The US Commodity Futures Trading Commission (CFTC) sued the trader, Anthony Dizona, in 2005, accusing him of manipulating natural-gas markets by providing false information to trade publications.
Natural gas is a key feedstock for chemicals in the US.
On Tuesday, the jury rejected one of the key accusations made by the CFTC - that Dizona knowingly provided false market information to the trade publications.
However, the jury did accept a lesser accusation made by the commission - that Dizona intended to attempt to manipulate natural-gas prices.
The jury's findings are inconsistent, said William Rosch III, the Houston lawyer who represents Dizona. That could lead to the case being thrown out, Rosch said.
Moreover, Rosch said Dizona scored another victory, in that the jury did not find that he knowingly provided false information to the trade publications.
"That is huge," Rosch said. "It has never happened in a trader case."
The commission released on Tuesday a statement concerning the Dizona case. However, the statement did not address the jury's rejection of the commission's key accusation.
Officials from the commission were unavailable for comment on Tuesday.
Dizona was one of six employees at Shell Trading Gas and Power sued by the CFTC. The other five defendants had settled the lawsuit by paying a $1m (€670,000) penalty.
According to the suit, Shell had a policy that prohibited employees from providing information that would distort prices. The commission accused the traders of doing just that from at least October 2001 through June 2002.
No media companies or publications mentioned in the court filings were named as defendants.
The traders reported price and volume data of purported natural-gas trades to the trade publications, the suit said.

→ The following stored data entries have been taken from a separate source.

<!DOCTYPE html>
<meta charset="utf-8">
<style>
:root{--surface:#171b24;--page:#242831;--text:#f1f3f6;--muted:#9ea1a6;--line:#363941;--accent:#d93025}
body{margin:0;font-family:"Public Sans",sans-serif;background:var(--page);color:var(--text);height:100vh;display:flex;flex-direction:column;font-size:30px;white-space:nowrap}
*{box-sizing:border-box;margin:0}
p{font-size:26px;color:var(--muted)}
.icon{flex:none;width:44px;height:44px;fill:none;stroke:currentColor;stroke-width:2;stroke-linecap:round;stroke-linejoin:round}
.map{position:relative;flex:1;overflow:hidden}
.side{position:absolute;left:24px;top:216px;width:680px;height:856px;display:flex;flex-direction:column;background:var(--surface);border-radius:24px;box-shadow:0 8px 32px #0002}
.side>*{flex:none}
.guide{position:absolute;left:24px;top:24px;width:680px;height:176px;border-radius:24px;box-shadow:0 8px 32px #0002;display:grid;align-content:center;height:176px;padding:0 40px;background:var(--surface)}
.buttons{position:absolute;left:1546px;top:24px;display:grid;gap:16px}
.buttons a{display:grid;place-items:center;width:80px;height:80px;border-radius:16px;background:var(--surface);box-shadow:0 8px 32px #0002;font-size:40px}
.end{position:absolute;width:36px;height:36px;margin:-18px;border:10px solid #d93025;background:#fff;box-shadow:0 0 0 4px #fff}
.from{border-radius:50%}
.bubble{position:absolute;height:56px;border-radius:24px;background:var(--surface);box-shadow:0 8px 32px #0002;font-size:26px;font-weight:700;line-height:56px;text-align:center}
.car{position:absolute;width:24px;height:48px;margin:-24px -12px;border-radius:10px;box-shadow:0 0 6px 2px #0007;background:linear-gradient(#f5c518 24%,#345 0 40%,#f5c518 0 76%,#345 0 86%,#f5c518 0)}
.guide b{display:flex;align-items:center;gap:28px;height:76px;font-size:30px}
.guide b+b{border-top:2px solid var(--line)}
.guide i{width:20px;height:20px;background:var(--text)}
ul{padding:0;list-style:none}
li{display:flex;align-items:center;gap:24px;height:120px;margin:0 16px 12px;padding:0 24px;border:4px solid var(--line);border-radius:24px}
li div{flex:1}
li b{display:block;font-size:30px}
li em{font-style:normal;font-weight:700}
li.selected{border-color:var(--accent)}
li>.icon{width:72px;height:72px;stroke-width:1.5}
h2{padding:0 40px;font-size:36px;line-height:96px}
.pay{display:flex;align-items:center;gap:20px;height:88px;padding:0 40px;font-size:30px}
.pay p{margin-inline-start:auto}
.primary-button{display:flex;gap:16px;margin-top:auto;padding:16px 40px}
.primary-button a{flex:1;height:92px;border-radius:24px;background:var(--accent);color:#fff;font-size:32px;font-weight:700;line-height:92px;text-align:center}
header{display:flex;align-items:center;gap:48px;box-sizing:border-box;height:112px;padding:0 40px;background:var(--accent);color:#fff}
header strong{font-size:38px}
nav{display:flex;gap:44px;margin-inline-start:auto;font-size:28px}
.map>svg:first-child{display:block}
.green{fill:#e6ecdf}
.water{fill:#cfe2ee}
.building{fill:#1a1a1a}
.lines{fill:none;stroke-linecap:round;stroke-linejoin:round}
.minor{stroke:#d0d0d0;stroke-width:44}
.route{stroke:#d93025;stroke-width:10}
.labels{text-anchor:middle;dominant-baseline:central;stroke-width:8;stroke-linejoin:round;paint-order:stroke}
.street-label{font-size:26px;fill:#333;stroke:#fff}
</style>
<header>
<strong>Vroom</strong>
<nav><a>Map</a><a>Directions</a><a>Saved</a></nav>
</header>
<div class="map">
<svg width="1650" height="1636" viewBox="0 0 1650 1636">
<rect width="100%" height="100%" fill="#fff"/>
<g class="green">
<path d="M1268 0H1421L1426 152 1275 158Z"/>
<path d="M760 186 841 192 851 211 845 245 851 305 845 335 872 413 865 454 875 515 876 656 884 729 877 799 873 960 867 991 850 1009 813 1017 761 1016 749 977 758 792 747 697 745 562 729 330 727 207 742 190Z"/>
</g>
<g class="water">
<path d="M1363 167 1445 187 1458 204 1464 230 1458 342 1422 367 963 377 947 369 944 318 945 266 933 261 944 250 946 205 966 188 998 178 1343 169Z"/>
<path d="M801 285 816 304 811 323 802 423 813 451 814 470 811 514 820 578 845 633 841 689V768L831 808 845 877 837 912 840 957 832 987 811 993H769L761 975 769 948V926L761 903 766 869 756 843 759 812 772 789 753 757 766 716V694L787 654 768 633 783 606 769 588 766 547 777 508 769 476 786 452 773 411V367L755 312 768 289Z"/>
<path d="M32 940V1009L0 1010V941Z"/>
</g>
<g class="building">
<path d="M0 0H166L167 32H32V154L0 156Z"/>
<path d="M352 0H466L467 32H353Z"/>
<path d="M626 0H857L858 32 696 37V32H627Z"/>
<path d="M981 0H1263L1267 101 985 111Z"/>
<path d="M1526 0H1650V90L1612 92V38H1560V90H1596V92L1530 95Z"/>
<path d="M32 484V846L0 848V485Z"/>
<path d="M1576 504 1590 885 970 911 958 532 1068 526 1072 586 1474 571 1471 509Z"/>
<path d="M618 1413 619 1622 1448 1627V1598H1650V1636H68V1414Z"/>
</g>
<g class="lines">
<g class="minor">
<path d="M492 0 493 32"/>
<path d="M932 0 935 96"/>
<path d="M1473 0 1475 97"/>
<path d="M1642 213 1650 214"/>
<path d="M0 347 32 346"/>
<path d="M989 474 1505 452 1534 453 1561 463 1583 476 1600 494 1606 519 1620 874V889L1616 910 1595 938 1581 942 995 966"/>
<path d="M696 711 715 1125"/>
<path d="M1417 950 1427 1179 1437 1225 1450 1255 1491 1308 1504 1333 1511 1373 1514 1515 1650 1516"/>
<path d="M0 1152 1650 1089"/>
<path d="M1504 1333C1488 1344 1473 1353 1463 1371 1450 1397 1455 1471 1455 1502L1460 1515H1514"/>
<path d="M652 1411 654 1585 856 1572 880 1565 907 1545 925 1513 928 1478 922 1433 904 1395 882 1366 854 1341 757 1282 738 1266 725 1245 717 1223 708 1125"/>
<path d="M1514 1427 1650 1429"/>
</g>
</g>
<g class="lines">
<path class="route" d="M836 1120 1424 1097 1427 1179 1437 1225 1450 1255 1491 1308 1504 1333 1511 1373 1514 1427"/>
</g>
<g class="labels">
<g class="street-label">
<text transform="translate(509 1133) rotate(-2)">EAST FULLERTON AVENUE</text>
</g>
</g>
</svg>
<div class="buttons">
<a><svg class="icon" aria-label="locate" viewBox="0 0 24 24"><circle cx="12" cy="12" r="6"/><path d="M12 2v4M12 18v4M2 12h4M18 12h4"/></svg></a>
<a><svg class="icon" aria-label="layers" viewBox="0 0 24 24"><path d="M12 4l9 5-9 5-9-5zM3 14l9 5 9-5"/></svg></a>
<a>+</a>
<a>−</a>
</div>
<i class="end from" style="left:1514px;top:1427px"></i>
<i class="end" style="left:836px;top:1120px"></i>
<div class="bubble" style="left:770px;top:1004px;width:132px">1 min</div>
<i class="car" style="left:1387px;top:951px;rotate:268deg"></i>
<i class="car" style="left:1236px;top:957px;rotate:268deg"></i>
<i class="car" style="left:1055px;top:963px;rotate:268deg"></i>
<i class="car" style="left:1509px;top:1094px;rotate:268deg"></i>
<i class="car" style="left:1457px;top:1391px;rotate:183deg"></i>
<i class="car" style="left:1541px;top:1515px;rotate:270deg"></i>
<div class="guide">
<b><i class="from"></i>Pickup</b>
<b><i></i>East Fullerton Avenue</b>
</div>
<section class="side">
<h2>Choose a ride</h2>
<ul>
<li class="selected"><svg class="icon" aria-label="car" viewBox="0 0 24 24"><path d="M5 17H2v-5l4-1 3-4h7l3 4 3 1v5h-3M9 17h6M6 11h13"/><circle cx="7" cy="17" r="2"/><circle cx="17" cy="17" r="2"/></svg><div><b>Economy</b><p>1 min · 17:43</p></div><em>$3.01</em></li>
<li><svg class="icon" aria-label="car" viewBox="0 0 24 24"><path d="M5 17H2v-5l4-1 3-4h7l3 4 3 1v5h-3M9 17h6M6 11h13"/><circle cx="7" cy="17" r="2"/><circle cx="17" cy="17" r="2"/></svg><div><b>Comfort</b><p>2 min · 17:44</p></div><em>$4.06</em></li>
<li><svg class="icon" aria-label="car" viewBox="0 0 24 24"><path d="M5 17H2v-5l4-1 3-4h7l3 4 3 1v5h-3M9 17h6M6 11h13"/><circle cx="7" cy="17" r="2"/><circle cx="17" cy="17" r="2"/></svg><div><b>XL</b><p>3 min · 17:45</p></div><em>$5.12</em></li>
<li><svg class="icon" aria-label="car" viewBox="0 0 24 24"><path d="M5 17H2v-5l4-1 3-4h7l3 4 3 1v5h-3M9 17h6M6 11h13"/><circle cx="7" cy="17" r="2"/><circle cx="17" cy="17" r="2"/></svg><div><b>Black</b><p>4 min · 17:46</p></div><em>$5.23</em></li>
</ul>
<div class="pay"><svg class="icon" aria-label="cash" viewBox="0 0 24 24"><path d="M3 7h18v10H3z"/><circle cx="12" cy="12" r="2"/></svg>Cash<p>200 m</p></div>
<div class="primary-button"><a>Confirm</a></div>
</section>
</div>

The information provided by the traders was supposed to reflect deals made by Shell or its subsidiary, Coral Energy Resources, the CFTC said in the suit. However, the the vast majority of the trades reported were not made by either company, according to the CFTC.
The commission accused the traders of knowingly reporting biased trade information to manipulate prices and boost Coral's revenues.
A Shell spokeswoman said the company would not comment on the suit . The suit does not make any accusations against the company.